[Given data — start]
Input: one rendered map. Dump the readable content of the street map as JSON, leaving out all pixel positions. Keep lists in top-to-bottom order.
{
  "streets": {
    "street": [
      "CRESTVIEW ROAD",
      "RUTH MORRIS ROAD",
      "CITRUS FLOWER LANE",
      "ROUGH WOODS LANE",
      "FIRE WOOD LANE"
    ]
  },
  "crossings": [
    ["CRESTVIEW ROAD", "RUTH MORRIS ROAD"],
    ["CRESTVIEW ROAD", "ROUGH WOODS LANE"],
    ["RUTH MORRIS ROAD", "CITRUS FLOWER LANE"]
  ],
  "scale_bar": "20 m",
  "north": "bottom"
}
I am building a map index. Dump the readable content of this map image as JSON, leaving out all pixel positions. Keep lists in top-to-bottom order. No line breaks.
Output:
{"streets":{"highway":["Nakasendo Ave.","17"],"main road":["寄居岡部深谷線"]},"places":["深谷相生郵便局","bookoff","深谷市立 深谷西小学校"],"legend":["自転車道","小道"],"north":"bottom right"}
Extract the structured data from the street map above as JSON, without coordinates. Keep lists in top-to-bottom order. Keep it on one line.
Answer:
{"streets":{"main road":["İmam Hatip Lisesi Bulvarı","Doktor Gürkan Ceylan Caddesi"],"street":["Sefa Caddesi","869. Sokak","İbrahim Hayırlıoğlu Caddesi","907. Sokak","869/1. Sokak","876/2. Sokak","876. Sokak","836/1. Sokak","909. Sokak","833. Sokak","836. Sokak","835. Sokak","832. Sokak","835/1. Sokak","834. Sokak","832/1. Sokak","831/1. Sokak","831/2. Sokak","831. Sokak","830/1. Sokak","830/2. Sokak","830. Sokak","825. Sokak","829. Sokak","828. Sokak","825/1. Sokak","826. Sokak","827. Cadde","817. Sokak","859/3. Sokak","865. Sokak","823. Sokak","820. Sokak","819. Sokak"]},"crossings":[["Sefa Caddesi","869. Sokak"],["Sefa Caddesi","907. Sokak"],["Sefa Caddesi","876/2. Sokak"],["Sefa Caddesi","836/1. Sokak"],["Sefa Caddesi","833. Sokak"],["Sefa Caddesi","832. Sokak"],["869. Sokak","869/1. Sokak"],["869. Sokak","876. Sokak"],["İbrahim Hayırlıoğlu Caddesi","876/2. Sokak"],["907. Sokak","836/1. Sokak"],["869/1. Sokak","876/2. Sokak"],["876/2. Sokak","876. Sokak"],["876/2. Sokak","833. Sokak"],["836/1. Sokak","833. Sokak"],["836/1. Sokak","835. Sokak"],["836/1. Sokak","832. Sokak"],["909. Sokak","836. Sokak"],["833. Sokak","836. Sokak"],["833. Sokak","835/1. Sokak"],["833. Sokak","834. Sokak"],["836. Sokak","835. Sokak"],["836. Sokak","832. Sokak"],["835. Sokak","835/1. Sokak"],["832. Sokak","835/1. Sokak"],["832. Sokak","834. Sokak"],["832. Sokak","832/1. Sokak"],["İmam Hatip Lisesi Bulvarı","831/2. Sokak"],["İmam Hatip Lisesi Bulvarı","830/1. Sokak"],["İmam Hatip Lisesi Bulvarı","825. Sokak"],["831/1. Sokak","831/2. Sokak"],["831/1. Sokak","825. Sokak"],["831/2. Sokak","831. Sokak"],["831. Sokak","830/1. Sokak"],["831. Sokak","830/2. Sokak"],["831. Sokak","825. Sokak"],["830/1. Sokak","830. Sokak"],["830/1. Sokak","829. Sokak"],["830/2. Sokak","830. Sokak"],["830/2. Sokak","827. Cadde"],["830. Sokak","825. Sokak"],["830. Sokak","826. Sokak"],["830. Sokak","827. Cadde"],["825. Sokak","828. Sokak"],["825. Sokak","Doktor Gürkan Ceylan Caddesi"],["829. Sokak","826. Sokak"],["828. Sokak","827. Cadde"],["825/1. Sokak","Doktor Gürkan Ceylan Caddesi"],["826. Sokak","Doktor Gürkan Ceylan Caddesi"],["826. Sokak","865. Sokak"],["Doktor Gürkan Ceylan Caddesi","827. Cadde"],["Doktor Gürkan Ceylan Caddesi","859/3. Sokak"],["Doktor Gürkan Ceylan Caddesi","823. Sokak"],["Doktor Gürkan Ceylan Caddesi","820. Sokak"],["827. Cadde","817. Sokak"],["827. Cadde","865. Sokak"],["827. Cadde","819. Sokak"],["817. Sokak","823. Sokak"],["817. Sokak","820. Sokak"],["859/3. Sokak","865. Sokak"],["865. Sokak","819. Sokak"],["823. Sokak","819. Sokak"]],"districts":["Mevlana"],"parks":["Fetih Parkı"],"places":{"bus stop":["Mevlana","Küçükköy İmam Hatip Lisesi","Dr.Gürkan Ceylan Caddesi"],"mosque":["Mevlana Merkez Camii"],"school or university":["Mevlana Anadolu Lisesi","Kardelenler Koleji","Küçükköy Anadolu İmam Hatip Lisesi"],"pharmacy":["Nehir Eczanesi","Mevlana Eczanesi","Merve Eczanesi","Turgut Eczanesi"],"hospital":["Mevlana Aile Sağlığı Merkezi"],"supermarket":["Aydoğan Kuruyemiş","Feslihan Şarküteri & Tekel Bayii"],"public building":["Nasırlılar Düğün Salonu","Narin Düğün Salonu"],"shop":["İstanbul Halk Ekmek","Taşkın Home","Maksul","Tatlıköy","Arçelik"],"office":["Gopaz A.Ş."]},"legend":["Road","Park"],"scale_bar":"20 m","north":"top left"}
[Given data — finish]
:: The problem ::
With no words changed, transcribe the records above.

:: Exercise response ::
Input: one rendered map. Dump the readable content of the street map as JSON, leaving out all pixel positions. Keep lists in top-to-bottom order.
{
  "streets": {
    "street": [
      "CRESTVIEW ROAD",
      "RUTH MORRIS ROAD",
      "CITRUS FLOWER LANE",
      "ROUGH WOODS LANE",
      "FIRE WOOD LANE"
    ]
  },
  "crossings": [
    ["CRESTVIEW ROAD", "RUTH MORRIS ROAD"],
    ["CRESTVIEW ROAD", "ROUGH WOODS LANE"],
    ["RUTH MORRIS ROAD", "CITRUS FLOWER LANE"]
  ],
  "scale_bar": "20 m",
  "north": "bottom"
}
I am building a map index. Dump the readable content of this map image as JSON, leaving out all pixel positions. Keep lists in top-to-bottom order. No line breaks.
Output:
{"streets":{"highway":["Nakasendo Ave.","17"],"main road":["寄居岡部深谷線"]},"places":["深谷相生郵便局","bookoff","深谷市立 深谷西小学校"],"legend":["自転車道","小道"],"north":"bottom right"}
Extract the structured data from the street map above as JSON, without coordinates. Keep lists in top-to-bottom order. Keep it on one line.
Answer:
{"streets":{"main road":["İmam Hatip Lisesi Bulvarı","Doktor Gürkan Ceylan Caddesi"],"street":["Sefa Caddesi","869. Sokak","İbrahim Hayırlıoğlu Caddesi","907. Sokak","869/1. Sokak","876/2. Sokak","876. Sokak","836/1. Sokak","909. Sokak","833. Sokak","836. Sokak","835. Sokak","832. Sokak","835/1. Sokak","834. Sokak","832/1. Sokak","831/1. Sokak","831/2. Sokak","831. Sokak","830/1. Sokak","830/2. Sokak","830. Sokak","825. Sokak","829. Sokak","828. Sokak","825/1. Sokak","826. Sokak","827. Cadde","817. Sokak","859/3. Sokak","865. Sokak","823. Sokak","820. Sokak","819. Sokak"]},"crossings":[["Sefa Caddesi","869. Sokak"],["Sefa Caddesi","907. Sokak"],["Sefa Caddesi","876/2. Sokak"],["Sefa Caddesi","836/1. Sokak"],["Sefa Caddesi","833. Sokak"],["Sefa Caddesi","832. Sokak"],["869. Sokak","869/1. Sokak"],["869. Sokak","876. Sokak"],["İbrahim Hayırlıoğlu Caddesi","876/2. Sokak"],["907. Sokak","836/1. Sokak"],["869/1. Sokak","876/2. Sokak"],["876/2. Sokak","876. Sokak"],["876/2. Sokak","833. Sokak"],["836/1. Sokak","833. Sokak"],["836/1. Sokak","835. Sokak"],["836/1. Sokak","832. Sokak"],["909. Sokak","836. Sokak"],["833. Sokak","836. Sokak"],["833. Sokak","835/1. Sokak"],["833. Sokak","834. Sokak"],["836. Sokak","835. Sokak"],["836. Sokak","832. Sokak"],["835. Sokak","835/1. Sokak"],["832. Sokak","835/1. Sokak"],["832. Sokak","834. Sokak"],["832. Sokak","832/1. Sokak"],["İmam Hatip Lisesi Bulvarı","831/2. Sokak"],["İmam Hatip Lisesi Bulvarı","830/1. Sokak"],["İmam Hatip Lisesi Bulvarı","825. Sokak"],["831/1. Sokak","831/2. Sokak"],["831/1. Sokak","825. Sokak"],["831/2. Sokak","831. Sokak"],["831. Sokak","830/1. Sokak"],["831. Sokak","830/2. Sokak"],["831. Sokak","825. Sokak"],["830/1. Sokak","830. Sokak"],["830/1. Sokak","829. Sokak"],["830/2. Sokak","830. Sokak"],["830/2. Sokak","827. Cadde"],["830. Sokak","825. Sokak"],["830. Sokak","826. Sokak"],["830. Sokak","827. Cadde"],["825. Sokak","828. Sokak"],["825. Sokak","Doktor Gürkan Ceylan Caddesi"],["829. Sokak","826. Sokak"],["828. Sokak","827. Cadde"],["825/1. Sokak","Doktor Gürkan Ceylan Caddesi"],["826. Sokak","Doktor Gürkan Ceylan Caddesi"],["826. Sokak","865. Sokak"],["Doktor Gürkan Ceylan Caddesi","827. Cadde"],["Doktor Gürkan Ceylan Caddesi","859/3. Sokak"],["Doktor Gürkan Ceylan Caddesi","823. Sokak"],["Doktor Gürkan Ceylan Caddesi","820. Sokak"],["827. Cadde","817. Sokak"],["827. Cadde","865. Sokak"],["827. Cadde","819. Sokak"],["817. Sokak","823. Sokak"],["817. Sokak","820. Sokak"],["859/3. Sokak","865. Sokak"],["865. Sokak","819. Sokak"],["823. Sokak","819. Sokak"]],"districts":["Mevlana"],"parks":["Fetih Parkı"],"places":{"bus stop":["Mevlana","Küçükköy İmam Hatip Lisesi","Dr.Gürkan Ceylan Caddesi"],"mosque":["Mevlana Merkez Camii"],"school or university":["Mevlana Anadolu Lisesi","Kardelenler Koleji","Küçükköy Anadolu İmam Hatip Lisesi"],"pharmacy":["Nehir Eczanesi","Mevlana Eczanesi","Merve Eczanesi","Turgut Eczanesi"],"hospital":["Mevlana Aile Sağlığı Merkezi"],"supermarket":["Aydoğan Kuruyemiş","Feslihan Şarküteri & Tekel Bayii"],"public building":["Nasırlılar Düğün Salonu","Narin Düğün Salonu"],"shop":["İstanbul Halk Ekmek","Taşkın Home","Maksul","Tatlıköy","Arçelik"],"office":["Gopaz A.Ş."]},"legend":["Road","Park"],"scale_bar":"20 m","north":"top left"}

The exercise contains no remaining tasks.